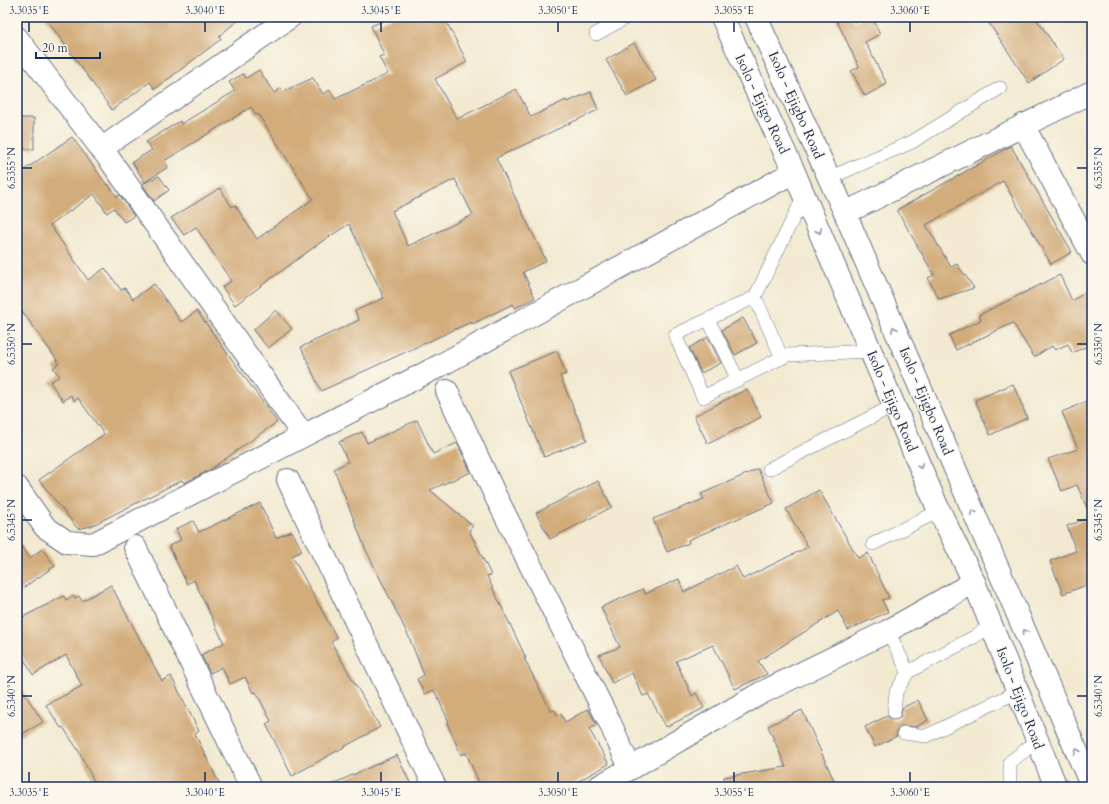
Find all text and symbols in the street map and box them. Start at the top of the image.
text: 3.3035°E [9,4,49,18]
text: 3.3040°E [185,4,225,18]
text: 3.3045°E [361,4,401,18]
text: 3.3050°E [538,4,578,18]
text: 3.3055°E [714,4,754,18]
text: 3.3060°E [890,4,930,18]
scale bar [36,34,100,60]
text: 20 m [42,40,69,56]
street label: Isolo - Ejigbo Road [764,48,828,162]
street label: Isolo - Ejigo Road [730,51,794,158]
text: 6.5355°N [5,147,19,189]
text: 6.5355°N [1092,147,1106,189]
one-way arrow [814,227,822,235]
text: 6.5350°N [5,323,19,365]
text: 6.5350°N [1092,323,1106,365]
one-way arrow [891,325,899,332]
street label: Isolo - Ejigbo Road [895,344,958,459]
street label: Isolo - Ejigo Road [862,347,922,455]
one-way arrow [916,463,924,470]
text: 6.5345°N [5,499,19,541]
text: 6.5345°N [1092,499,1106,541]
one-way arrow [970,509,978,516]
one-way arrow [1022,628,1030,636]
street label: Isolo - Ejigo Road [992,644,1048,753]
text: 6.5340°N [5,675,19,717]
text: 6.5340°N [1092,675,1106,717]
one-way arrow [1073,748,1081,755]
text: 3.3035°E [9,786,49,800]
text: 3.3040°E [185,786,225,800]
text: 3.3045°E [361,786,401,800]
text: 3.3050°E [538,786,578,800]
text: 3.3055°E [714,786,754,800]
text: 3.3060°E [890,786,930,800]

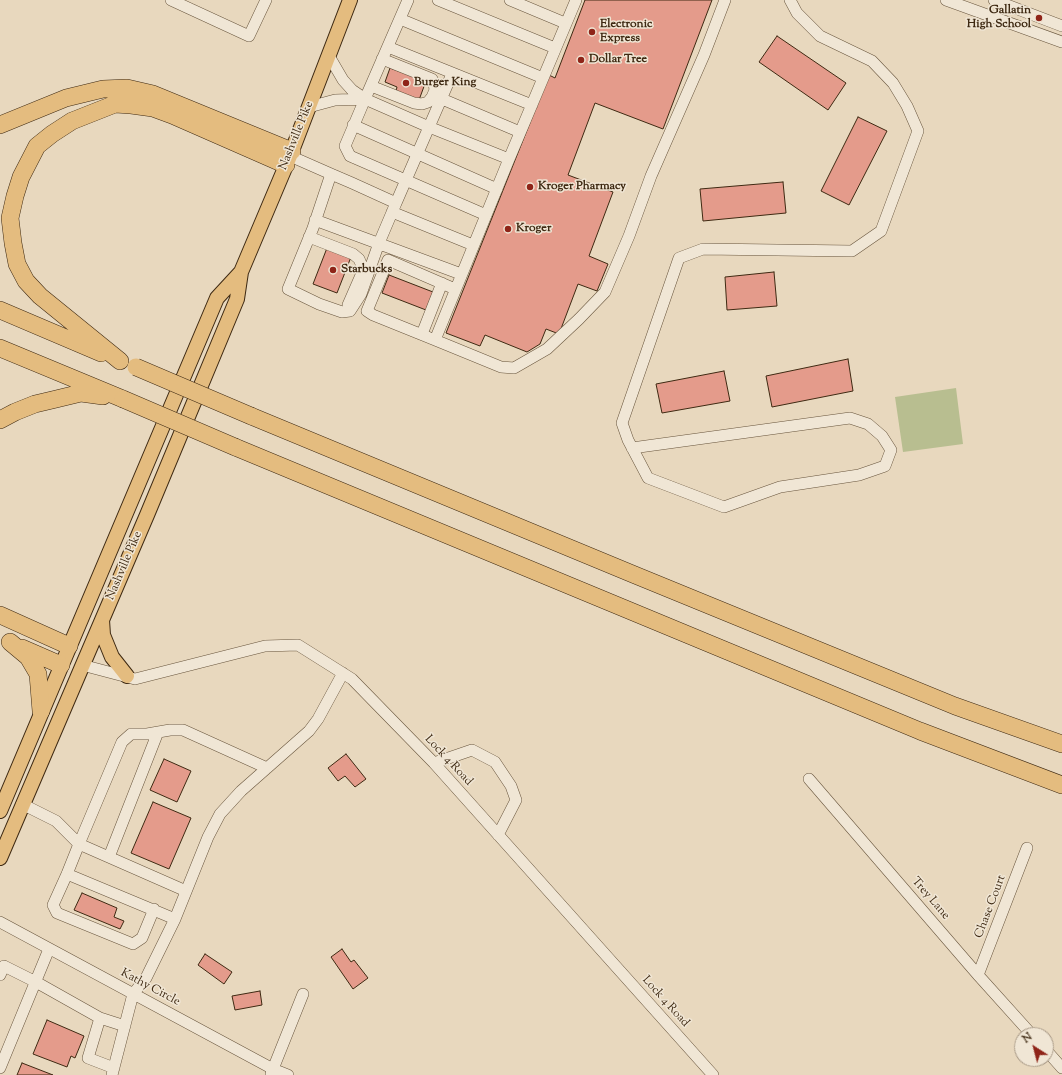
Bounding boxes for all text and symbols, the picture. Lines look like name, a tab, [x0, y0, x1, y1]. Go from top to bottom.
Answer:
place label: Gallatin High School	[967, 4, 1031, 32]
marker: Gallatin High School	[1034, 13, 1044, 23]
place label: Electronic Express	[600, 18, 652, 46]
marker: Electronic Express	[587, 27, 597, 37]
place label: Dollar Tree	[589, 53, 647, 67]
marker: Dollar Tree	[576, 55, 586, 65]
place label: Burger King	[414, 76, 476, 90]
marker: Burger King	[401, 78, 411, 88]
street label: Nashville Pike	[277, 99, 317, 173]
place label: Kroger Pharmacy	[538, 180, 626, 194]
marker: Kroger Pharmacy	[525, 182, 535, 192]
place label: Kroger	[516, 222, 551, 236]
marker: Kroger	[503, 224, 513, 234]
place label: Starbucks	[341, 263, 392, 277]
marker: Starbucks	[328, 265, 338, 275]
street label: Nashville Pike	[104, 530, 146, 602]
street label: Lock 4 Road	[421, 733, 475, 789]
street label: Chase Court	[972, 873, 1010, 941]
street label: Trey Lane	[908, 875, 952, 923]
street label: Kathy Circle	[118, 966, 182, 1010]
street label: Lock 4 Road	[638, 973, 692, 1031]
north arrow	[1014, 1027, 1054, 1067]
text: N	[1019, 1029, 1036, 1047]

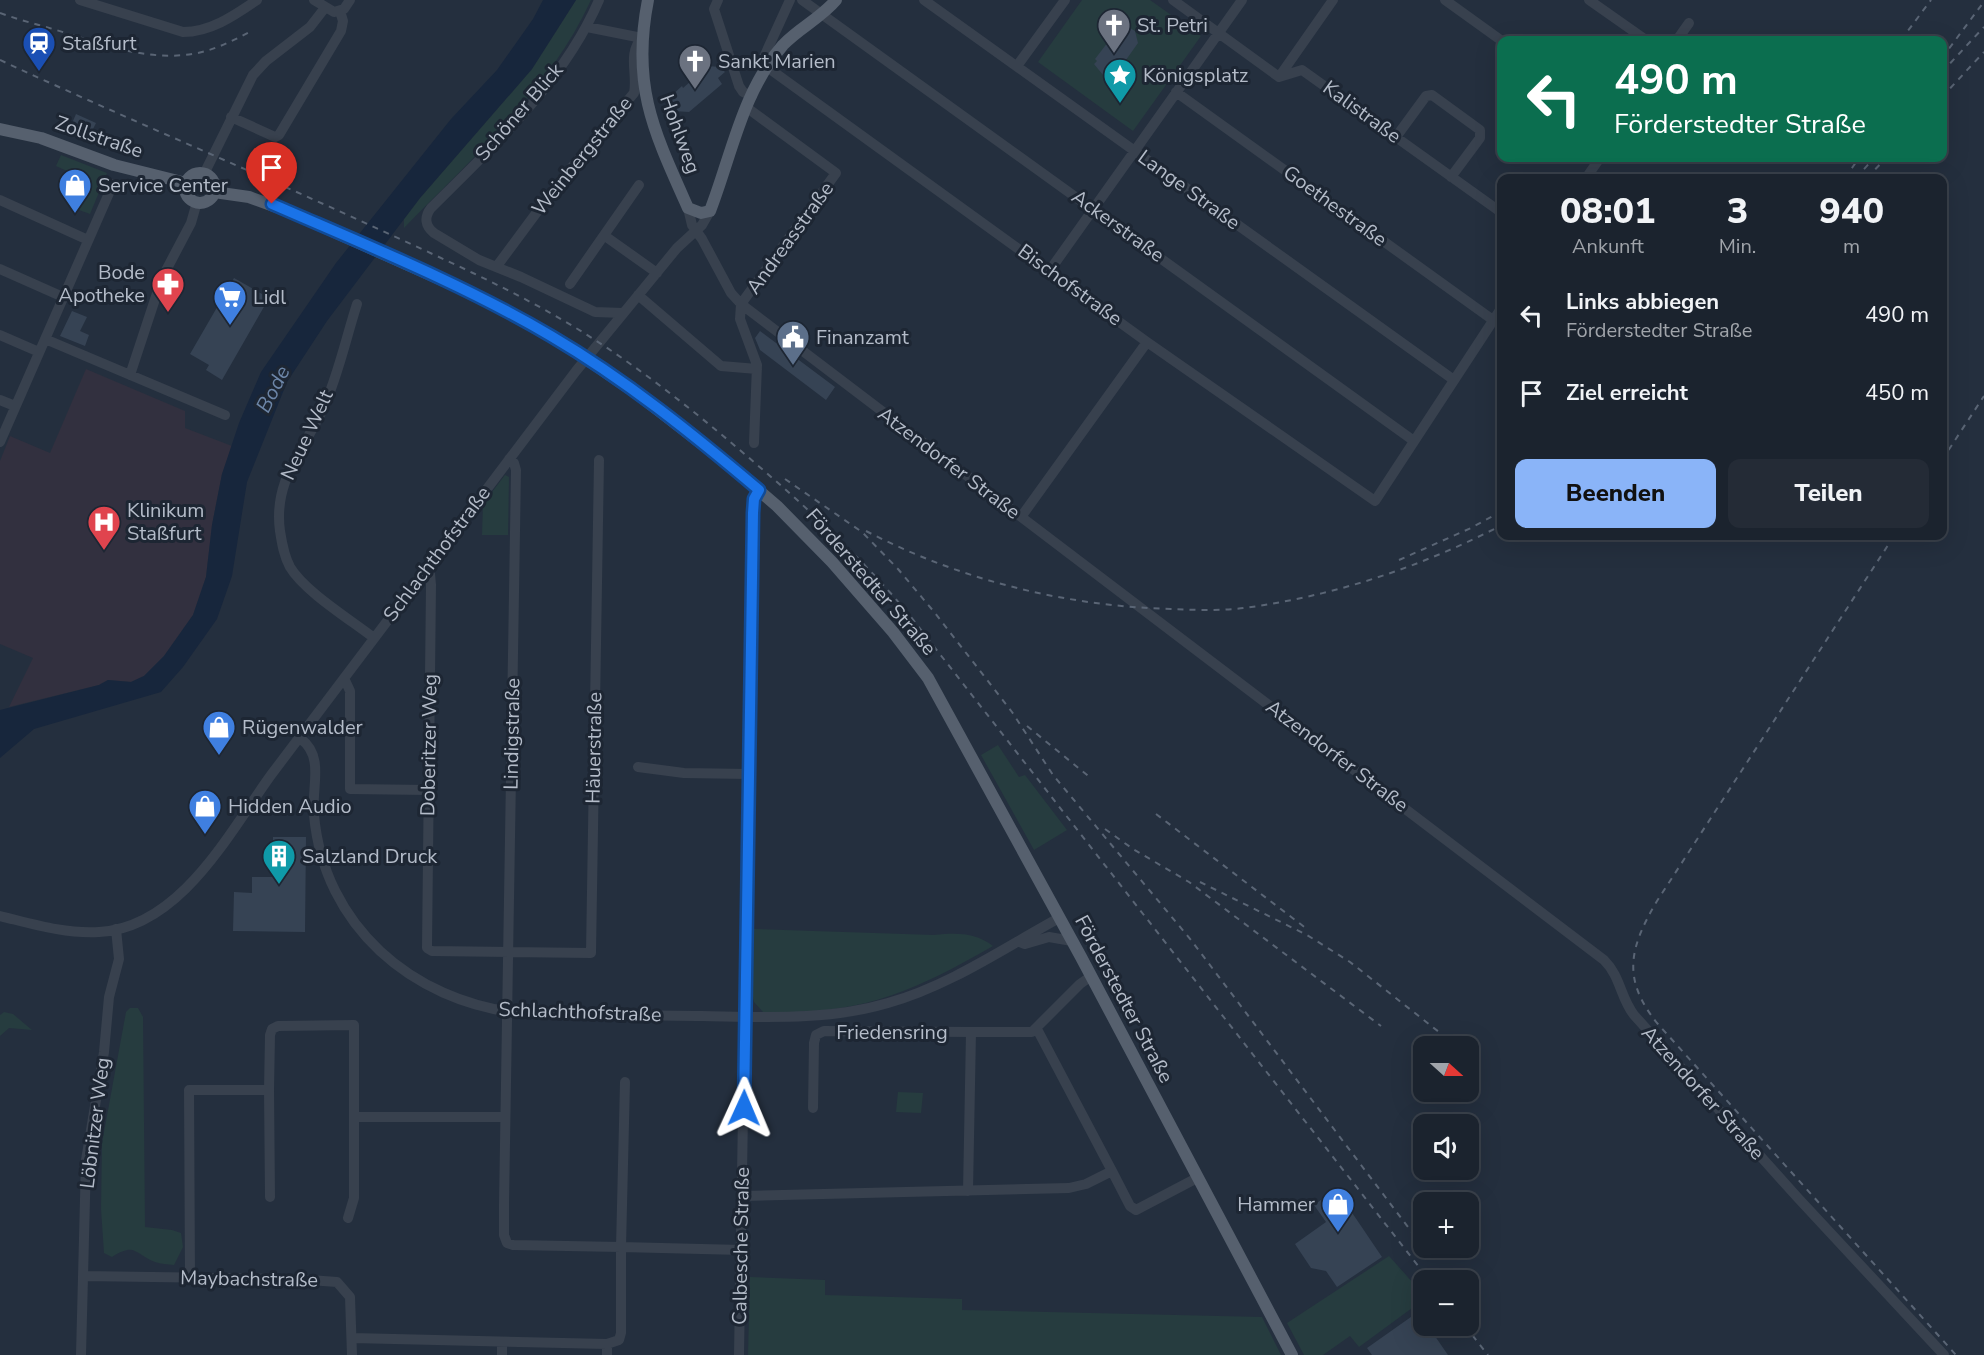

..........

### Work required
Show, from the listing above, each line that contains the word "Dollar".

### Exercise response
place label: Dollar Tree	[589, 53, 647, 67]
marker: Dollar Tree	[576, 55, 586, 65]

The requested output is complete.